Als sie noch in bescheidenen Verhältnissen lebten und er monatelang als Reisender unterwegs war, hatte er wohl hier und da einen kleinen Seitensprung gemacht. Sie hatte eine feine Witterung, war aber viel zu klug, jemals hinter ihm her zu spionieren, geschweige denn – selbst wenn sie infolge seiner Achtlosigkeit sichere Schuldbeweise in den Händen hatte – ihn zur Rechenschaft zu ziehen. Ein Mann bleibt ein Mann, dachte sie, und mochte er draußen über die Stränge hauen, wenn er nur daheim das Haus sauber hielt. Übrigens war es mit seinen Abenteuern auch nicht weit her.

Als sie sich dann selbständig machten, der Wohlstand kam und das Geschäft immer größer wurde, vergaß er eigentlich vor lauter Beschäftigung alle außerehelichen Zerstreuungen. Die Damen seines Personals hielt er sich vom Leibe.

Und dann war er plötzlich eine Standesperson geworden und in dieser ununterbrochenen, beständig wachsenden Arbeit, frühzeitig ergraut. Ehrenämter wurden ihm übertragen. Der einzige Junge wuchs heran, und die Jahre, in denen ein Mensch seiner Art an erotischen Dingen Geschmack findet, waren, ohne daß er es mit hellem Bewußtsein wahrgenommen hätte, gleichsam über Nacht verstrichen.

Niemand konnte dessen froher sein als Frau Salomon, nun gehörte er ihr und dem Jungen. Nun gab es nach der Richtung hin keine Sorgen mehr. Und ganz im stillen machte sie ihre Zukunftspläne. Der Junge sollte früh heiraten, aus der Bankfirma, in der er tätig war, ausscheiden und als Teilhaber in das Geschäft des Vaters eintreten. Es würde gut klingen: Salomon sen. & Sohn! Natürlich müßte es ein Mädchen aus guter jüdischer Familie sein, die die entsprechende Mitgift besaß.

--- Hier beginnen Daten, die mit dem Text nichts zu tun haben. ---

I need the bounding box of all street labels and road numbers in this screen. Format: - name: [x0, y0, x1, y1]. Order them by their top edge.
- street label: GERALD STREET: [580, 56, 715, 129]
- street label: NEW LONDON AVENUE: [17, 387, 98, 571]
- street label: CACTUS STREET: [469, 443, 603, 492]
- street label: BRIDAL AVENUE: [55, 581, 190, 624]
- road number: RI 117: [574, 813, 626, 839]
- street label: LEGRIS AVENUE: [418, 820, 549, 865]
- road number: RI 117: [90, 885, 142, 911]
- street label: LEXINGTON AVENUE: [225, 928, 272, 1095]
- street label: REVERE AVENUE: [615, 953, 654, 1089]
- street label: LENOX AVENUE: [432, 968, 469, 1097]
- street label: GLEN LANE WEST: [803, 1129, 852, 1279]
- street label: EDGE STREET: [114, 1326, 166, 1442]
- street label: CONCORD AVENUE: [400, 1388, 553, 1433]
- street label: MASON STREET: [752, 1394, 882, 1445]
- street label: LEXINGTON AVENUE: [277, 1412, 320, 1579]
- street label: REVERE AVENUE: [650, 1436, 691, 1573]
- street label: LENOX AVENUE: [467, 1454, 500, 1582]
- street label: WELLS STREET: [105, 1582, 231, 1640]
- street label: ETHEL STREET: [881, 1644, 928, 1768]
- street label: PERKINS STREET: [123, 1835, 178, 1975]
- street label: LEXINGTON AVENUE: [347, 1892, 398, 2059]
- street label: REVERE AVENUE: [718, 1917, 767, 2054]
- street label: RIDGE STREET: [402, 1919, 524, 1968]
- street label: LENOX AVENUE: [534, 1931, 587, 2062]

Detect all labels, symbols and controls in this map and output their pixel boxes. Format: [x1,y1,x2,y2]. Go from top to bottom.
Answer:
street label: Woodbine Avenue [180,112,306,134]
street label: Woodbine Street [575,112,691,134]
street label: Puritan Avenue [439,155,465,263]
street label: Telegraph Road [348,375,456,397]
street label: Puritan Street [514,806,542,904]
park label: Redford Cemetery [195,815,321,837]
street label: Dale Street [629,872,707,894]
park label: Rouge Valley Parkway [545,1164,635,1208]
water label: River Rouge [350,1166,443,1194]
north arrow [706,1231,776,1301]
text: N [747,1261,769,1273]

Denn ihr Artur war eine glänzende Partie. Darüber war kein Wort zu verlieren. Und ein armes Mädchen war aus doppeltem Grunde ein Unglück. Es war nicht nur anspruchsvoll, es hatte in der Regel auch noch einen Schwarm von Verwandten, die man mitschleppen mußte, und Frau Salomon dachte nicht daran, noch einmal in diese Atmosphäre von Kummer und Sorgen zu treten. Dazu war man zu mühsam emporgekommen. Sie wußte, weshalb sie sich mit aller Energie dagegen gewehrt hatte, daß Artur in ihrem Geschäft seine Lehrjahre durchmachte.

Aber über diesen Punkt hatte sie sich ihrem Manne gegenüber ausgeschwiegen, und Salomon mußte schließlich kopfschüttelnd nachgeben, obwohl er es für einen kompletten Unsinn hielt, daß der Junge nicht beizeiten die Branche kennen lernte. »In ein paar Monaten holt er das bei uns nach,« hatte sie erwidert, »die Hauptsache ist, daß er zunächst eine Ahnung bekommt, was Geld eigentlich ist. Die meisten wissen es ja nicht, und darum soll er ein paar Jahre das Gold klingen und die Papiere rascheln hören.«

In dem Begriff und Wesen des Geldes lag für sie das Phantastische des Daseins. Sie konnte sich nicht von der kleinsten Münze trennen und besaß alle jene typischen Eigenschaften geiziger Menschen, die lieber die größten Strapazen auf sich nehmen, ehe sie auch nur ein Zehnpfennigstück opfern. Nur bei der Ernährung von Mann und Sohn sparte sie nicht. Salomon kannte sie zu gut, um dieser Dinge wegen sich mit ihr in Kämpfe einzulassen, die von vornherein aussichtslos gewesen wären und nur den Frieden des Hauses gestört hätten. Er hatte sich schließlich auch damit abgefunden, daß Artur in ein Bankgeschäft eintrat, obwohl er die Motive seiner Frau nicht klar zu erkennen vermochte. Ihre Ansicht war: Gelegenheit macht Diebe, und Artur sollte nicht mit den vielen Mädeln, die im Geschäft tätig waren, in Berührung kommen. Sie haßte diese Frauenzimmer, die alle hohe Türme auf den Köpfen trugen, sich herausputzten, womöglich sich gar noch puderten und den Geschäftsschluß nicht erwarten konnten, um sich mit ihren Galans zu treffen. Die morgens müde waren, weil sie abends Gott weiß was für Dinge getrieben hatten. Sie hatte eine grenzenlose Furcht, Artur könnte auf so eine hereinfallen. Nein, davor sollte er bewahrt bleiben, und was sie dazu tun konnte, sollte geschehen.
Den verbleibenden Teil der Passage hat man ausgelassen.